Lace was perhaps the principal fabric in this collection, not only used in dresses but also in veils and masks that covered model's faces. Denim and wool would also be used for the collection, many times as dresses and sweaters which would have been slashed showing the models’ breasts and hips. The collection also included corsetry and jewellery designed by Shaun Leane (a habitual member of McQueen's team). The haute couture milliner, Philip Treacy, also collaborated in this collection designing headpieces resembling alters and skulls. The selected colours for this collection were black (as in many cultures is a symbol of death and mourning) white or bone (symbol of purity) and soft purple or lilac (the colour of Victorian half-mourning). Prints of Victorian classical patterns and McCulin's pictures were also used in some of the garments. This collection was composed of 82 looks and it was the first time that McQueen would include menswear. Also, several fashion editors concluded that this collection had more wearable pieces than previous McQueen's collections, making it more accessible to buyers and critics.

==The show==

Dante was presented in Christ Church in Spitalfields (East London).
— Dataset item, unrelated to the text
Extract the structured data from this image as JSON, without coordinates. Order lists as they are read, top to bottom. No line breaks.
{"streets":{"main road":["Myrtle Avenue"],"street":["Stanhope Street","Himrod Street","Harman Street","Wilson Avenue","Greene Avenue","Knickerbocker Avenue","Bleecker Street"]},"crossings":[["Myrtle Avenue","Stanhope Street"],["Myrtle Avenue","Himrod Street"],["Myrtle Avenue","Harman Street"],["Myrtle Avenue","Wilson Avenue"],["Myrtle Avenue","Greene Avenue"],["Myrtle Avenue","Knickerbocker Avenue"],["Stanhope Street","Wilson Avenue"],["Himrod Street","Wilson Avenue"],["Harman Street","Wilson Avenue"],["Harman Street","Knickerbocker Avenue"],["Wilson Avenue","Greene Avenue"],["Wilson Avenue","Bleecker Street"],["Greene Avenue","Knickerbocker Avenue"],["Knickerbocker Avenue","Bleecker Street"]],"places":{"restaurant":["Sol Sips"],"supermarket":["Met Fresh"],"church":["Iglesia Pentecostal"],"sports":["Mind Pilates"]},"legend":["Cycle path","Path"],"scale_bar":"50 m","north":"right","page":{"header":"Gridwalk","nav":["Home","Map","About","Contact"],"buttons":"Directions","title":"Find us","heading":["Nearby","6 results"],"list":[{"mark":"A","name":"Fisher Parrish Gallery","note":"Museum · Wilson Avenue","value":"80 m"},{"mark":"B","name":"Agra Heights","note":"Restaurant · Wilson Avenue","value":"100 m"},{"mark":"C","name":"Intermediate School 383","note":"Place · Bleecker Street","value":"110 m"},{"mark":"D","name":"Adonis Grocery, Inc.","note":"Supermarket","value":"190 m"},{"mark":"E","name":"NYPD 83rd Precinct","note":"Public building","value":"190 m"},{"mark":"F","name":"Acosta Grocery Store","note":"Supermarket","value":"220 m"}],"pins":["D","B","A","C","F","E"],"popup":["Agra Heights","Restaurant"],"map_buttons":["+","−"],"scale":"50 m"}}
McQueen chose this location because of its disturbing past. The church was designed by Nicholas Hawksmoor in the 18th century and, since then, it has been the subject of controversy as there is a common belief that Hawksmoor had connections with Satanism. A century later, this location would be a central point of reference in the investigation of Jack the Ripper's murders as all the murders attributed to the killer were perpetrated on the surroundings of this church. McQueen used these facts to create certain tension among the models. The catwalk was built in a crucifix shape, and the music selected for the show included Samuel Barber’s "Adagio for Strings" mixed with pieces of Gregorian chant, hip hop and samples of the movie Apocalypse Now by Francis Ford Coppola.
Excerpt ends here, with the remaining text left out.